### Exercise directions
Copy each line below in which the word "absolute" occurs.

Saved data entries:
--- START ---
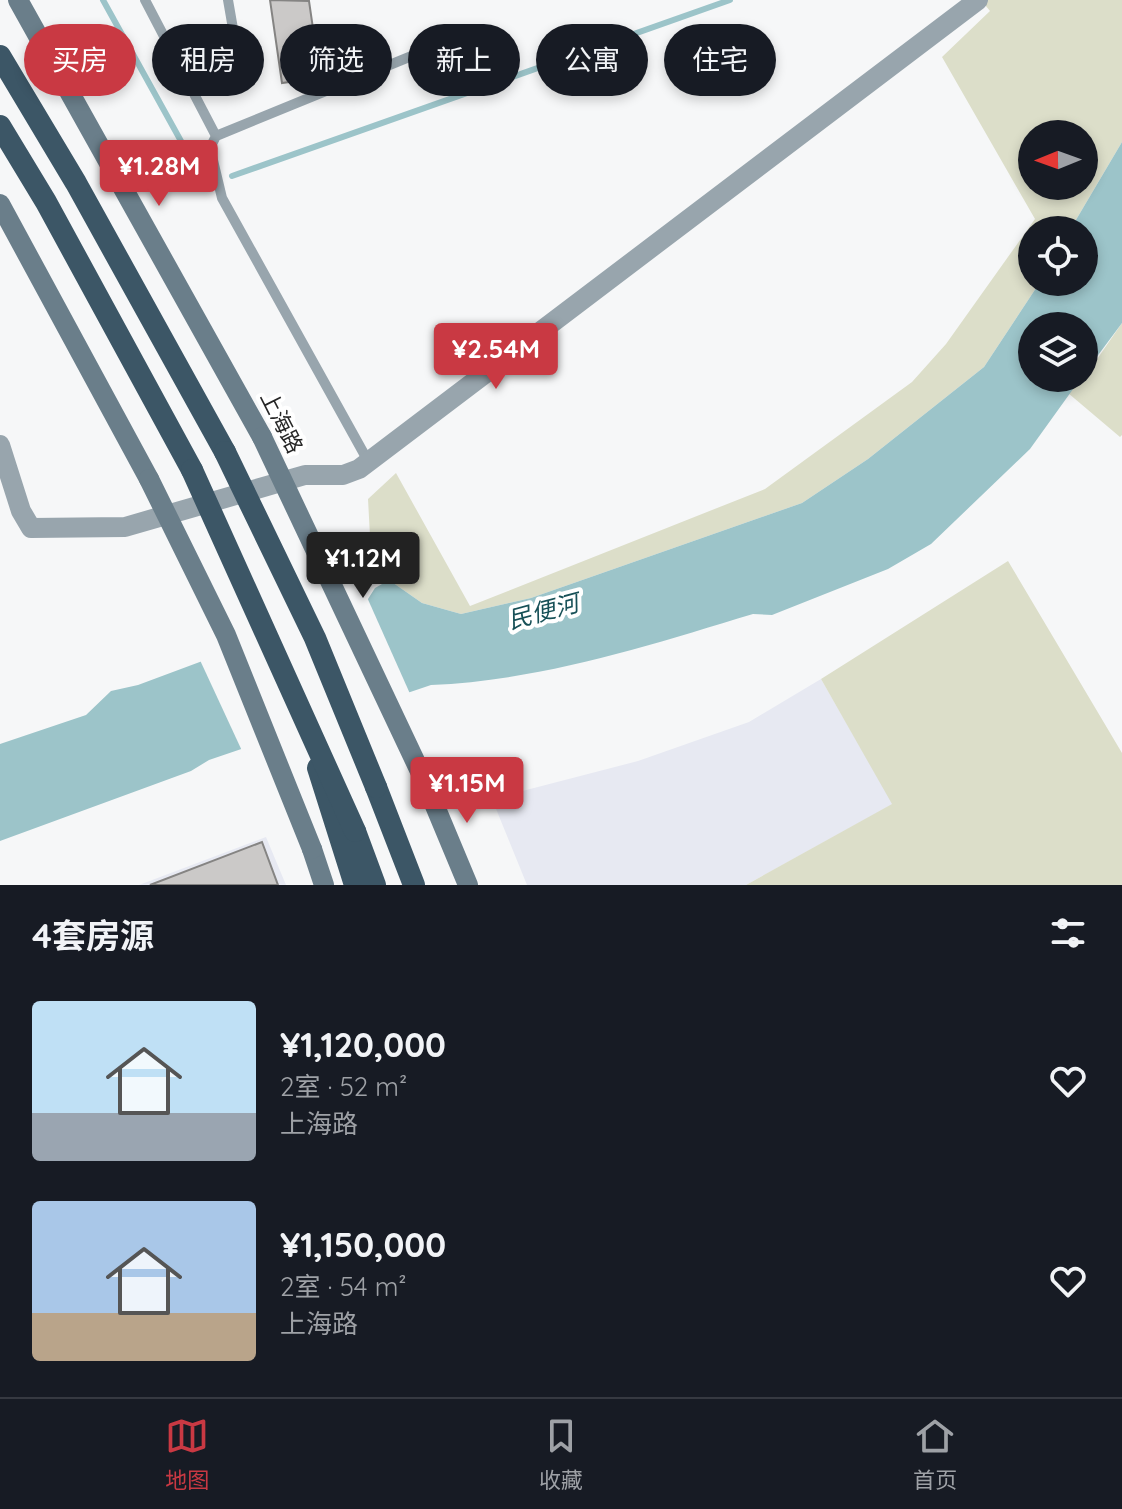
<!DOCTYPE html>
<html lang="zh">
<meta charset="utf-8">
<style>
body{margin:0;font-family:Quicksand,"Noto Sans SC",sans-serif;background:#242831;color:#f1f3f6;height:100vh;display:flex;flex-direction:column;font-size:30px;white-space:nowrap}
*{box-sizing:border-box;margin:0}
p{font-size:26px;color:#9ea1a6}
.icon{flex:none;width:44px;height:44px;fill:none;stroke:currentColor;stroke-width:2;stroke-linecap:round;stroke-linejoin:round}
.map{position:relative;height:885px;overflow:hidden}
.sheet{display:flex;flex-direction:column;background:#171b24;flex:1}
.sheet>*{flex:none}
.banner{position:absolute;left:24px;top:24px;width:1074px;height:72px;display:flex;gap:16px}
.needle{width:52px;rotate:269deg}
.tools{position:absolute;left:1018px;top:120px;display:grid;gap:16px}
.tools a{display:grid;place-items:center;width:80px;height:80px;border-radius:50%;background:#171b24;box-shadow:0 4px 12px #0003;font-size:40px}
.price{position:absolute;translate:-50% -68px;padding:0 18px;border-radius:8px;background:#c93943;color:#fff;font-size:26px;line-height:52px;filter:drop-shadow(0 2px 4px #0008)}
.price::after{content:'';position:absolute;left:50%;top:48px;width:24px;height:18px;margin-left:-12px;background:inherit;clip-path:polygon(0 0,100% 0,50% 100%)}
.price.current{background:#222;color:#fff}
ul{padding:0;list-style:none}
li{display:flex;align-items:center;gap:24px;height:200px;padding:0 32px}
li span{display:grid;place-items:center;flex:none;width:224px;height:160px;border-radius:8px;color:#555}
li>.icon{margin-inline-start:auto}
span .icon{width:96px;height:96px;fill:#fffc;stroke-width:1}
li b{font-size:34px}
h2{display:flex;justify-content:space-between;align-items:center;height:96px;padding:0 32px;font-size:34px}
.pill{padding:0 28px;border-radius:36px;background:#171b24;box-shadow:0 4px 12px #0003;font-size:28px;line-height:72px}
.pill.current{background:#c93943;color:#fff}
.tab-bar{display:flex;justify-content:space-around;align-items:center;height:112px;border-top:2px solid #363941;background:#171b24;font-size:22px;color:#9ea1a6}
.tab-bar a{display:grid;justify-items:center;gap:4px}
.tab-bar .current{color:#c93943}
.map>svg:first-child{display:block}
.built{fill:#e7e9f2}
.green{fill:#dcdec9;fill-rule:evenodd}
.water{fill:#9cc4c9}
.pier{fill:#f6f7f8}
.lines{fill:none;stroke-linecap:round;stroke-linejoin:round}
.stream{stroke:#9cc4c9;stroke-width:6}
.building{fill:#cbc9c8;stroke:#858483;stroke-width:2}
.service{stroke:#98a5ad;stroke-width:10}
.minor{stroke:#98a5ad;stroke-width:20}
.secondary{stroke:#6a7e8a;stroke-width:20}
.trunk{stroke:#3c5666;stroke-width:22}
.secondary-bridge{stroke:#6a7e8a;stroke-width:20}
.trunk-bridge{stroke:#3c5666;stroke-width:22}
.labels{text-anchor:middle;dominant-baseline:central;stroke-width:8;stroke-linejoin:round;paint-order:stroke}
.street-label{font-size:22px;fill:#262626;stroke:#fff}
.water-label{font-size:24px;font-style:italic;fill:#175057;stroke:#fff}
</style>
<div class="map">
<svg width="1122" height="885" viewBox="0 0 1122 885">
<rect width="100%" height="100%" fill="#f6f7f8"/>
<path class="built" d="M 821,679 L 893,804 L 746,885 L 527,885 L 492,799 L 638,761 L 749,722 Z
M 266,837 L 286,885 L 139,885 Z"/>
<path class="green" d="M 981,0 L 1122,0 L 1122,142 L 1070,230 L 1032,230 L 1032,282 L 1040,282 L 984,367 L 868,459 L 802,503 L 531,598 L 461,614 L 422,603 L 389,580 L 370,536 L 368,499 L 396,473 L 470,606 L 765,489 L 912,382 L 946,344 L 1035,219 L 942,57 L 990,11 ZM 1032,134 L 1084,134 L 1084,186 L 1032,186 Z
M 1122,323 L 1122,435 L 1120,437 L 1068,393 L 1084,378 Z
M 1008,561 L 1122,753 L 1122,885 L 746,885 L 892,804 L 821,679 Z"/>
<path class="water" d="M 1122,142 L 1122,323 L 1084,374 L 1084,326 L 1032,326 L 1032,378 L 1081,378 L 1030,449 L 931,544 L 888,569 L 772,615 L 753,614 C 647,646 543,680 431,685 L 209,760 L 191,771 L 0,841 L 0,744 L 86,715 L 111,691 L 138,685 L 368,599 L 375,588 L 389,580 L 422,603 L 461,614 L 531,598 L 802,503 L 868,459 L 984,367 L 1040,282 L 1084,282 L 1084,230 L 1070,230 Z"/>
<path class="pier" d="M 366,595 L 411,696 L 243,753 L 199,658 Z"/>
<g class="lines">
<path class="stream" d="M 103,0 L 192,161
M 232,176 L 730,0
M 190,187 L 201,184"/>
</g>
<path class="building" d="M 270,0 L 309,1 L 317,56 L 307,58 L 310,79 L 282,83 Z
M 262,842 L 278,885 L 150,885 Z"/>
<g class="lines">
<path class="service" d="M 145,0 L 216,136
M 228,0 L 240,69
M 368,461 L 222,198 L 210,148 L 216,136 L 463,35"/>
<path class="minor" d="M 0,445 L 21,511 L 31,528 L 125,527 L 305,475 L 343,475 L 359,469 L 978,0"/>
<path class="secondary" d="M 18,0 L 262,437
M 0,204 L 149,479
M 425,782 L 468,885
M 312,849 L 324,885"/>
<path class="trunk" d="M 0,56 L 76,183 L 225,452
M 0,126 L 46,202 L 192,470
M 318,768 L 355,885
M 376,787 L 414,885
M 355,831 L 375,885"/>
<path class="secondary-bridge" d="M 262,437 L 425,782
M 149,479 L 226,635 L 312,849"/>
<path class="trunk-bridge" d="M 225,452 L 315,638 L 376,787
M 192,470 L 355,831"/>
</g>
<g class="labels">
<g class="street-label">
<text transform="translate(282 422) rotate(63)">上海路</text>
</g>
<g class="water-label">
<text transform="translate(543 611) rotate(-15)">民便河</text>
</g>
</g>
</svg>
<div class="tools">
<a><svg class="needle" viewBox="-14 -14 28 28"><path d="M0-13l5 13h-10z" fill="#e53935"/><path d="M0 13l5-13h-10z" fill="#9ea1a6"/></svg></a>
<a><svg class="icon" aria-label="locate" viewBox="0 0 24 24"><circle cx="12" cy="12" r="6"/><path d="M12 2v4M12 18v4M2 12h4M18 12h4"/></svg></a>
<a><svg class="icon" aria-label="layers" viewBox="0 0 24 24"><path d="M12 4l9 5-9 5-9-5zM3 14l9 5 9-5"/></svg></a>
</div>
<b class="price" style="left:159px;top:208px">¥1.28M</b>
<b class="price" style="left:496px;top:391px">¥2.54M</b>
<b class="price current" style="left:363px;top:600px">¥1.12M</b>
<b class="price" style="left:467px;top:825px">¥1.15M</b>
<div class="banner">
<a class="pill current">买房</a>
<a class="pill">租房</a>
<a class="pill">筛选</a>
<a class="pill">新上</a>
<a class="pill">公寓</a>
<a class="pill">住宅</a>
</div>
</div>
<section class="sheet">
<h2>4套房源<svg class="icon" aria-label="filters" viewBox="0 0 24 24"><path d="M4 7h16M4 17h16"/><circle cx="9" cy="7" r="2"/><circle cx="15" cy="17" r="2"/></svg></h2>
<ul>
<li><span style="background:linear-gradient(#bfe0f5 70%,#9aa5b1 0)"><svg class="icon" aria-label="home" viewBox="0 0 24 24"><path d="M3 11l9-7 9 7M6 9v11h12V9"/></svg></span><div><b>¥1,120,000</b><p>2室 · 52 m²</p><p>上海路</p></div><svg class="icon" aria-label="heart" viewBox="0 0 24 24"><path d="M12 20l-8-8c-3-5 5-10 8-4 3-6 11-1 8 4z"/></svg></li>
<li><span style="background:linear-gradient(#a9c7e8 70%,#b9a48a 0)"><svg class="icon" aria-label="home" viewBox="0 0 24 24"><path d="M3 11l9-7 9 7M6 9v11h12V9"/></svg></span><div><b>¥1,150,000</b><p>2室 · 54 m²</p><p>上海路</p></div><svg class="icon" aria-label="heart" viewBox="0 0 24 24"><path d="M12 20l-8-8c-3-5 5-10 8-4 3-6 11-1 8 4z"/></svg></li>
</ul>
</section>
<nav class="tab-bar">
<a class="current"><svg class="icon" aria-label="map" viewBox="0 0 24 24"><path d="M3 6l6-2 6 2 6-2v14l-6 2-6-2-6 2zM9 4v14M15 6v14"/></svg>地图</a>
<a><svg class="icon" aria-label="saved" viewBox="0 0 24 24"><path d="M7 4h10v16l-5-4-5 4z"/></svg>收藏</a>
<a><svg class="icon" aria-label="home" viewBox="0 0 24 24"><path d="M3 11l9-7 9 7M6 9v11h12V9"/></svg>首页</a>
</nav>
--- END ---
### Output for this task
.banner{position:absolute;left:24px;top:24px;width:1074px;height:72px;display:flex;gap:16px}
.tools{position:absolute;left:1018px;top:120px;display:grid;gap:16px}
.price{position:absolute;translate:-50% -68px;padding:0 18px;border-radius:8px;background:#c93943;color:#fff;font-size:26px;line-height:52px;filter:drop-shadow(0 2px 4px #0008)}
.price::after{content:'';position:absolute;left:50%;top:48px;width:24px;height:18px;margin-left:-12px;background:inherit;clip-path:polygon(0 0,100% 0,50% 100%)}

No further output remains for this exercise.